La principale motivation avancée pour ce retour en arrière est double. Il s’agit d’abord de permettre une identification certaine de la personne au volant au moment de l’excès de vitesse. En l’absence de cliché montrant le conducteur, c’est le propriétaire du véhicule qui est actuellement redevable de l’amende, un système qui permet à certains contrevenants d’échapper aux sanctions. Un flash visible permettrait de mettre un terme à cette pratique.
Par ailleurs, les partisans de cette mesure invoquent un argument pédagogique. Le flash lumineux aurait pour vertu de provoquer une prise de conscience immédiate chez l’automobiliste, renforçant ainsi l’effet dissuasif de la verbalisation. Cette approche vise à modifier les comportements en créant un signal fort au moment même de l’infraction.

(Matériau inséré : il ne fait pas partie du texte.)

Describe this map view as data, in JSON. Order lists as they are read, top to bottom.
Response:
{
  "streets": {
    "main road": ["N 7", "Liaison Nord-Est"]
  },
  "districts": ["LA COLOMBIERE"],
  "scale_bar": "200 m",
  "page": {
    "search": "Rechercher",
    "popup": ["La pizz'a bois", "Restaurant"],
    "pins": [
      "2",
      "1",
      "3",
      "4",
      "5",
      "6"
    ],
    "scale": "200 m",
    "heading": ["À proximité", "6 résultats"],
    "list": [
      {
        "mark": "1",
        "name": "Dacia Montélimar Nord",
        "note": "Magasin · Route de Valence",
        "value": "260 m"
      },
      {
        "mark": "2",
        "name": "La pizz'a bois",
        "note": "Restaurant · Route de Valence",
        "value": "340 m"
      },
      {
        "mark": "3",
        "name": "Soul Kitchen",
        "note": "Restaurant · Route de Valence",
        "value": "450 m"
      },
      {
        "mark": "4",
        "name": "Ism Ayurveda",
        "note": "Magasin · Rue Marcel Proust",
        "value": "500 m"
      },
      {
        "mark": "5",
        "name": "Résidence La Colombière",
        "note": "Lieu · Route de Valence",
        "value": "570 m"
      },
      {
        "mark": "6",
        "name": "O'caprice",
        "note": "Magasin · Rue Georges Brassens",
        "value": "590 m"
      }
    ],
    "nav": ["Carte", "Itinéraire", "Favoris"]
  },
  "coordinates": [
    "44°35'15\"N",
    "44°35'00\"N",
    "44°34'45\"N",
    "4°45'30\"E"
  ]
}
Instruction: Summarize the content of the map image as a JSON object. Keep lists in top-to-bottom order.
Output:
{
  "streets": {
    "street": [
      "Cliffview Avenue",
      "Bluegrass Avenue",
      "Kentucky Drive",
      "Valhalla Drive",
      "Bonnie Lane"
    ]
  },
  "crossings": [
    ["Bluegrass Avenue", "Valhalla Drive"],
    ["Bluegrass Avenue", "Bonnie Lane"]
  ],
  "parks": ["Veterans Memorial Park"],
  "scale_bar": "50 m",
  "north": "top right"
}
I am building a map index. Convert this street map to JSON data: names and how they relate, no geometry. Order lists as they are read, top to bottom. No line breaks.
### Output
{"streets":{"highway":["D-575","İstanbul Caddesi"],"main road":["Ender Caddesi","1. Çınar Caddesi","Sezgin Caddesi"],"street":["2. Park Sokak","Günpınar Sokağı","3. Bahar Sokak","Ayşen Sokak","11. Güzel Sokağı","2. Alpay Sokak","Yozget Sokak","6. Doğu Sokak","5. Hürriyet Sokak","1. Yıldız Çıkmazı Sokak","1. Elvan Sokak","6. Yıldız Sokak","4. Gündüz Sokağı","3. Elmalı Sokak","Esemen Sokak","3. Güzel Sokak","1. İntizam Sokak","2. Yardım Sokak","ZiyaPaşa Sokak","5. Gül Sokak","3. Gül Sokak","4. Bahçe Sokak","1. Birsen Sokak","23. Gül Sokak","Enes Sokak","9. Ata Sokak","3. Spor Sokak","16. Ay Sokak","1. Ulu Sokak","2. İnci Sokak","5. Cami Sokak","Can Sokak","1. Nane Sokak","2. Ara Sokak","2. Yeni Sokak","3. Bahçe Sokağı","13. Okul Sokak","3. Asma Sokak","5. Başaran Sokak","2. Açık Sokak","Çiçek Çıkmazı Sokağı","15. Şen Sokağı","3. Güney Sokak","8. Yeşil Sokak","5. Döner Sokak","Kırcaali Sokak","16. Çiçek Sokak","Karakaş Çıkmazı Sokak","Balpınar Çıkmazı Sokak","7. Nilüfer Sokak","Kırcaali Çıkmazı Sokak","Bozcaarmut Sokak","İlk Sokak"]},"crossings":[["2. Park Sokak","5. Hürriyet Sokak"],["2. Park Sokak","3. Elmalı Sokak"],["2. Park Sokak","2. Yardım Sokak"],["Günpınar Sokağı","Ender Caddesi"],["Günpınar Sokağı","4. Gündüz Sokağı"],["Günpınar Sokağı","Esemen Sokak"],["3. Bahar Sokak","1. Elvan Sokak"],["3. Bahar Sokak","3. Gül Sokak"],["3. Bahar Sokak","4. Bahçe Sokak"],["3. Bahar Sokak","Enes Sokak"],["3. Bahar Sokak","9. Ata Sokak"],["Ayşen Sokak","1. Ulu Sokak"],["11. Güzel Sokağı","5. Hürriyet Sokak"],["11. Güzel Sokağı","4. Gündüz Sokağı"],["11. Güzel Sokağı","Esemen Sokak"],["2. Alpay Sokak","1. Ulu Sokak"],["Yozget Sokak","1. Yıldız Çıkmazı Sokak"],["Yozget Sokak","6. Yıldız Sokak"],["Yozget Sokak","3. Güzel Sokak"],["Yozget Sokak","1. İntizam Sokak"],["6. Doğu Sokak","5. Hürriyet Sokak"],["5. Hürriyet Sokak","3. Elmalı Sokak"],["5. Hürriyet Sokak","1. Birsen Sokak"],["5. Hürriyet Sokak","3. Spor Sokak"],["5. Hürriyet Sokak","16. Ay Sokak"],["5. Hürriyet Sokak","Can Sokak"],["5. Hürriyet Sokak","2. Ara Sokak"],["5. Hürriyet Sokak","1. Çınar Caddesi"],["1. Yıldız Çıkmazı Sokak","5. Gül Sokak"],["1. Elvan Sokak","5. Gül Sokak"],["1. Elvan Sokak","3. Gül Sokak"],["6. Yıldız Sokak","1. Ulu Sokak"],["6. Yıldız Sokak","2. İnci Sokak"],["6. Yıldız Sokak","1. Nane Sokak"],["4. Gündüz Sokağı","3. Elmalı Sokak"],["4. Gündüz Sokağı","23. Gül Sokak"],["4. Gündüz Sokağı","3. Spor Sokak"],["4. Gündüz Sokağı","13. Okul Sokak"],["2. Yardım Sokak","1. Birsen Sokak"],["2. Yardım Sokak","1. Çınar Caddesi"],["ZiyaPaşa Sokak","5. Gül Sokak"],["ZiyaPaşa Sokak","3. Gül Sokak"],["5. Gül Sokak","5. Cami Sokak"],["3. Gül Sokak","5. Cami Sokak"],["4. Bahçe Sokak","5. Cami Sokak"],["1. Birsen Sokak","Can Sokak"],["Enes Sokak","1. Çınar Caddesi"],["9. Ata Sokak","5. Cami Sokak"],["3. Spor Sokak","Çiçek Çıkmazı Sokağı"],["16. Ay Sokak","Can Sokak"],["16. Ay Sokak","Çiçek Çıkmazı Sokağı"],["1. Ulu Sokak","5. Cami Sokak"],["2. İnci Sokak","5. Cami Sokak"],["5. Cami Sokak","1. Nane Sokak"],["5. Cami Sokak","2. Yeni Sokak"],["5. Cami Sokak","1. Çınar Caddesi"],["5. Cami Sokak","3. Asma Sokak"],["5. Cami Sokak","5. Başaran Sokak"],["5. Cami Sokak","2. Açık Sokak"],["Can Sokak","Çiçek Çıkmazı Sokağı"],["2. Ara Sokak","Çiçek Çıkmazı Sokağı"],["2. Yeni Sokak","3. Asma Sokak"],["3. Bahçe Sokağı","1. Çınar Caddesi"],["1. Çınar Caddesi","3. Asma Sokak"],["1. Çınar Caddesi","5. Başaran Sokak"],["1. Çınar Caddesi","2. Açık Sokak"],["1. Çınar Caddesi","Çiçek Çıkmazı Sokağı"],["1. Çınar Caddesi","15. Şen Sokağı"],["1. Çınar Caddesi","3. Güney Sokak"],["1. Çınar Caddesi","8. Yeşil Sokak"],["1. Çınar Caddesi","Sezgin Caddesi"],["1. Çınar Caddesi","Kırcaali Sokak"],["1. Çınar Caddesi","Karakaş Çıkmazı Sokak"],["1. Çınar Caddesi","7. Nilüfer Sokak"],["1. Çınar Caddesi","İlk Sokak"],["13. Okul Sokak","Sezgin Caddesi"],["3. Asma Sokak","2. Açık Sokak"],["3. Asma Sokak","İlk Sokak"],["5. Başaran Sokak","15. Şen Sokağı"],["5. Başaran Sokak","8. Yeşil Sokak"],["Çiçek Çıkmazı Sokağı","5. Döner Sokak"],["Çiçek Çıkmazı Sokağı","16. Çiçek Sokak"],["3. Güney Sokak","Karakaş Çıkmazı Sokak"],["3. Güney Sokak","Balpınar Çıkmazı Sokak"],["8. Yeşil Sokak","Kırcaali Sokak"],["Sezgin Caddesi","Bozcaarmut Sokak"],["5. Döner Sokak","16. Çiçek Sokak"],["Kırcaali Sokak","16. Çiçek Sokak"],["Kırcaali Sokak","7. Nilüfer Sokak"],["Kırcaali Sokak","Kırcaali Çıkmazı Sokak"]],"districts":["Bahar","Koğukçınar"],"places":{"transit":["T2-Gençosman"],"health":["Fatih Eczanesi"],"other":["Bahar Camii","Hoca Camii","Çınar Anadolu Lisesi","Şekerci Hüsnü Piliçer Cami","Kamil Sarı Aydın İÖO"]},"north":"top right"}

Cette orientation suscite cependant des interrogations et des critiques. Certains observateurs s’interrogent sur la cohérence et la stabilité des directives en matière de sécurité routière, craignant que des changements fréquents ne brouillent le message auprès du public. D’autres expriment des craintes quant aux conséquences sur la conduite elle-même, redoutant que la surprise provoquée par un flash soudain ne génère des réactions brusques au volant, potentiellement sources de nouveaux risques.
Cette réflexion s’inscrit dans un contexte plus large de diversification des moyens de contrôle, avec le déploiement progressif de véhicules radars banalisés. Le débat oppose ainsi les impératifs de dissuasion et d’identification formelle à ceux de la stabilité réglementaire et de la sécurité immédiate sur la chaussée. La décision finale des pouvoirs publics sera donc scrutée à l’aune de cet équilibre.